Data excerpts
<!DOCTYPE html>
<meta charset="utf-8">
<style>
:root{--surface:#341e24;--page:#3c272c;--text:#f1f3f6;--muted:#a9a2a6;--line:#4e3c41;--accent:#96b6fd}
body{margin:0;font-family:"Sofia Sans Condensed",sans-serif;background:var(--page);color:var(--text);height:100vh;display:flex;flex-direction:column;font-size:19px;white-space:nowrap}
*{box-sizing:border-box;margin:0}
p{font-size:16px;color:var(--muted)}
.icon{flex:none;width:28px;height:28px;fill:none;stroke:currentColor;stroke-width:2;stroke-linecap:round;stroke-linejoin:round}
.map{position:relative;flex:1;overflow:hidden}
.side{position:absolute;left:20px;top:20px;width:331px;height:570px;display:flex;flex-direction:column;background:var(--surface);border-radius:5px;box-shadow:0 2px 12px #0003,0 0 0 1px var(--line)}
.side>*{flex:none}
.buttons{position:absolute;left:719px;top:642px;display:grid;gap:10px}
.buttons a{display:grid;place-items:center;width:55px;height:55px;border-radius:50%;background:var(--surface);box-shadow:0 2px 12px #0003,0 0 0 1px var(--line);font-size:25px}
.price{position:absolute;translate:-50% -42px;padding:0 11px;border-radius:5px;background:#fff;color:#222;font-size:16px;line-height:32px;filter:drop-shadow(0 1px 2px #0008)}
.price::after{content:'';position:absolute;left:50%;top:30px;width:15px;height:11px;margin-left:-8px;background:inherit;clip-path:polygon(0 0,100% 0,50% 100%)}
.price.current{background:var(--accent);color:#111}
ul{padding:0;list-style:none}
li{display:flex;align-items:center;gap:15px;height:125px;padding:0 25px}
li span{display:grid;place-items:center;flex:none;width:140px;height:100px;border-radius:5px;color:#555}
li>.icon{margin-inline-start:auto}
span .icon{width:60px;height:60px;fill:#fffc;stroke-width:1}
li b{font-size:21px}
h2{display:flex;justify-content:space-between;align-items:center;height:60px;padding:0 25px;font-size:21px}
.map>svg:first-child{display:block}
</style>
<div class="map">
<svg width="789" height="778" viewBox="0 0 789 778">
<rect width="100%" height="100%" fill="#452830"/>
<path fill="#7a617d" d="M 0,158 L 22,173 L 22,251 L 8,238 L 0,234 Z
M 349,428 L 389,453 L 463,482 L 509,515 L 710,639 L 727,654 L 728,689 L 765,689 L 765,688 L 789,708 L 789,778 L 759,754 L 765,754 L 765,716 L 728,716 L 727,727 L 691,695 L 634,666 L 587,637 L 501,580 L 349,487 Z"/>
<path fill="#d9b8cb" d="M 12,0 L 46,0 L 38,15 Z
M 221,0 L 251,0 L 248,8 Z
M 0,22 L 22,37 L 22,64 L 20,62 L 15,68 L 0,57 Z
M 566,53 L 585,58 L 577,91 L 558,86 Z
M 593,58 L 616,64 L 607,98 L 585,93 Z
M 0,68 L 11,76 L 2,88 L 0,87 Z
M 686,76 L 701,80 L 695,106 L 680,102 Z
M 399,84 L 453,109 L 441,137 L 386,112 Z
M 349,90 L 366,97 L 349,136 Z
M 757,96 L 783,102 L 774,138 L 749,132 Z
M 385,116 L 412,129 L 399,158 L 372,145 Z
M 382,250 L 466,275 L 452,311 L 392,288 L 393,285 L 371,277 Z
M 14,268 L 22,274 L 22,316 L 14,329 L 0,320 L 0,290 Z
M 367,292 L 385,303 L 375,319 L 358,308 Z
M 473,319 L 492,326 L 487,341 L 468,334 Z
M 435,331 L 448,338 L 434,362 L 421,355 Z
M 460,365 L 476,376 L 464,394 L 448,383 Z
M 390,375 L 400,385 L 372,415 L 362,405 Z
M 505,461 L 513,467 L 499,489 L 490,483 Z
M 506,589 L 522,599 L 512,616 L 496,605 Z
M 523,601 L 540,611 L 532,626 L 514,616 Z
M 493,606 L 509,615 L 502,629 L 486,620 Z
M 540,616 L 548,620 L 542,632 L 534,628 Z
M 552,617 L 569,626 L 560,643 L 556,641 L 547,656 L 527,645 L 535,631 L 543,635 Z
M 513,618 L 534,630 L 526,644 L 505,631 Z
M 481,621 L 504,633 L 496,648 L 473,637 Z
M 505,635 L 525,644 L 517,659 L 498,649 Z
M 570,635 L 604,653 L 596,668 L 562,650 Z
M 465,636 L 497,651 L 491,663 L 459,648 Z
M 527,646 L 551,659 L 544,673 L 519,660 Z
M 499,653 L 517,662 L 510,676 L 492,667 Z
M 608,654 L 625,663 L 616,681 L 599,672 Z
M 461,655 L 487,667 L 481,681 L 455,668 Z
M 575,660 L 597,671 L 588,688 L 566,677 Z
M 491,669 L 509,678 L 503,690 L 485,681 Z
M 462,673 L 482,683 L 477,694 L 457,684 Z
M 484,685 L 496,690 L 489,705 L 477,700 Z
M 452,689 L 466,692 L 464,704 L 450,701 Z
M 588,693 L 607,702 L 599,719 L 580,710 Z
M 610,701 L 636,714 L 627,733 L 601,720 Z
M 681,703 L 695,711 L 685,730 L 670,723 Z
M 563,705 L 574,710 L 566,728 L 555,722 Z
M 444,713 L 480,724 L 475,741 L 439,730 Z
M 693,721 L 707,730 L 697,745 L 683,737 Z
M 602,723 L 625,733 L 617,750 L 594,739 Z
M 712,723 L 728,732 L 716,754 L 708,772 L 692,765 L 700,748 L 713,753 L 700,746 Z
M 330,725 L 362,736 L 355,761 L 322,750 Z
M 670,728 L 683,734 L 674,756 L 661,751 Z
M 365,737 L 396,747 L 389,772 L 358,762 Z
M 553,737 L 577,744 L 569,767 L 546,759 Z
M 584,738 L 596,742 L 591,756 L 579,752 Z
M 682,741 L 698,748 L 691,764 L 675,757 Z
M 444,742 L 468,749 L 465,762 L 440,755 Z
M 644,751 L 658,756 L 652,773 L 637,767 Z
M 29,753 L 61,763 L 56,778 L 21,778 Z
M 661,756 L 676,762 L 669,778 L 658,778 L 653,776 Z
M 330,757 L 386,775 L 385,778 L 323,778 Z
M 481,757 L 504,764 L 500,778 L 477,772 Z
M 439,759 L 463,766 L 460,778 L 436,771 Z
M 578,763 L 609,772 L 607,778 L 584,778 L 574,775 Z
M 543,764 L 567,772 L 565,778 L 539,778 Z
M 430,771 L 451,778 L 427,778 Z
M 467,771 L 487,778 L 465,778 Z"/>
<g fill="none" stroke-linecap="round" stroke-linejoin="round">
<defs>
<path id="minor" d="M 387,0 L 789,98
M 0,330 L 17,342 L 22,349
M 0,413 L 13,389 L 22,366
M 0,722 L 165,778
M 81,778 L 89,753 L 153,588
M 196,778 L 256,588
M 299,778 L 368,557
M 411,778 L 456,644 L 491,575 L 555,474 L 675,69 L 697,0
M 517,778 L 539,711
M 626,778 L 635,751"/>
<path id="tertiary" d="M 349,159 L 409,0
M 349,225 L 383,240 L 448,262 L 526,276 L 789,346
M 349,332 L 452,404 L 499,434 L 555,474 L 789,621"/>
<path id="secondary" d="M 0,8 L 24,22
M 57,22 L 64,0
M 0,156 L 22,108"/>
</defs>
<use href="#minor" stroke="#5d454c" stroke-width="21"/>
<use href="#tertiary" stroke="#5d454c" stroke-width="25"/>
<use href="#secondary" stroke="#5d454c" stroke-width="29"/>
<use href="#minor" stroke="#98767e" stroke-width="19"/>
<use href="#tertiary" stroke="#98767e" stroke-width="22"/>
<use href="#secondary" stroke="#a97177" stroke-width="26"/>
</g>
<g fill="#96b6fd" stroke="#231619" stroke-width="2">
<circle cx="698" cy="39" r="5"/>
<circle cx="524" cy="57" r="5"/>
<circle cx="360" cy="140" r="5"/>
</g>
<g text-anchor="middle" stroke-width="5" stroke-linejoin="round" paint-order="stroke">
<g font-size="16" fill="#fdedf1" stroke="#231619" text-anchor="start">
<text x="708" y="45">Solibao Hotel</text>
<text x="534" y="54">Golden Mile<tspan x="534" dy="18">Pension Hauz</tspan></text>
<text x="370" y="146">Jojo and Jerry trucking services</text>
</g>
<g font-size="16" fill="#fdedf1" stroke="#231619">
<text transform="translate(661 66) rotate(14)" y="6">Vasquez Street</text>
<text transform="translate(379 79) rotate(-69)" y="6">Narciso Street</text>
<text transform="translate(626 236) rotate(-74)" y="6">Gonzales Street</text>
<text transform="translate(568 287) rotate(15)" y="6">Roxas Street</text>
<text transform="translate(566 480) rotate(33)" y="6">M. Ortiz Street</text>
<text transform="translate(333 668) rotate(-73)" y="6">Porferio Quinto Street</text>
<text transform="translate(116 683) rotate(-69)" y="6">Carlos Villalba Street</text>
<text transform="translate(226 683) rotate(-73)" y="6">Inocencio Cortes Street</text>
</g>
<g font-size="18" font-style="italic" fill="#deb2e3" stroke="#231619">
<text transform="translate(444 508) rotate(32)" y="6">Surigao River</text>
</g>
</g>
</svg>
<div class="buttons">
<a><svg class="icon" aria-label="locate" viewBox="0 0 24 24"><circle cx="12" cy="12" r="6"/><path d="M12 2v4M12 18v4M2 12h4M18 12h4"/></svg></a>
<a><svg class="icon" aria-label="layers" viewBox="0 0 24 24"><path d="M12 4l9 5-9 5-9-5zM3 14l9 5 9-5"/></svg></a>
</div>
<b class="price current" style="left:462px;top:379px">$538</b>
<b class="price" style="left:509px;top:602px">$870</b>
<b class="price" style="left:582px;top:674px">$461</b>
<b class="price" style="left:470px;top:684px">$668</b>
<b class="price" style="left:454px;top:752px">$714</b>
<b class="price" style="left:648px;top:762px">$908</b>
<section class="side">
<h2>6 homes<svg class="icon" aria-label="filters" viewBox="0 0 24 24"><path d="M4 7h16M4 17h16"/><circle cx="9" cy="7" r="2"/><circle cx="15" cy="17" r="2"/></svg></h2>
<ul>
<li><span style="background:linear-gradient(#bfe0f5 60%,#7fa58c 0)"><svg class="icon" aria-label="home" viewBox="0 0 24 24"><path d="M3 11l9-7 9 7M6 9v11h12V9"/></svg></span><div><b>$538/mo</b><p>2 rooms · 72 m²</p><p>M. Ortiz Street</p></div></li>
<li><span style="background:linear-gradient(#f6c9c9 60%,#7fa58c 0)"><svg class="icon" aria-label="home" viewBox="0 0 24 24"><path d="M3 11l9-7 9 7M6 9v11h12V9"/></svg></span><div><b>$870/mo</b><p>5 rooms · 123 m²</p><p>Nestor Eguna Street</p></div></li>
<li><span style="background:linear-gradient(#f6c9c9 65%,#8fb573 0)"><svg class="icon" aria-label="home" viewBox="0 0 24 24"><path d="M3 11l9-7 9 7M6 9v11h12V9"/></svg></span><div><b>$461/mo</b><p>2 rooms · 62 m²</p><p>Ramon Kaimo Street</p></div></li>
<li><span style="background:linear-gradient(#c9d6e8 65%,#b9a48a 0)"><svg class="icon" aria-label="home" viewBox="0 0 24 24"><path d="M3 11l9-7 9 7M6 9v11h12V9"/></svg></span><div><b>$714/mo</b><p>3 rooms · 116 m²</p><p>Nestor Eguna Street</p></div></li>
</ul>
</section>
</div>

● **Problem requirements**
Please copy each line of the records above that holds the word "column".

● **Response below**
body{margin:0;font-family:"Sofia Sans Condensed",sans-serif;background:var(--page);color:var(--text);height:100vh;display:flex;flex-direction:column;font-size:19px;white-space:nowrap}
.side{position:absolute;left:20px;top:20px;width:331px;height:570px;display:flex;flex-direction:column;background:var(--surface);border-radius:5px;box-shadow:0 2px 12px #0003,0 0 0 1px var(--line)}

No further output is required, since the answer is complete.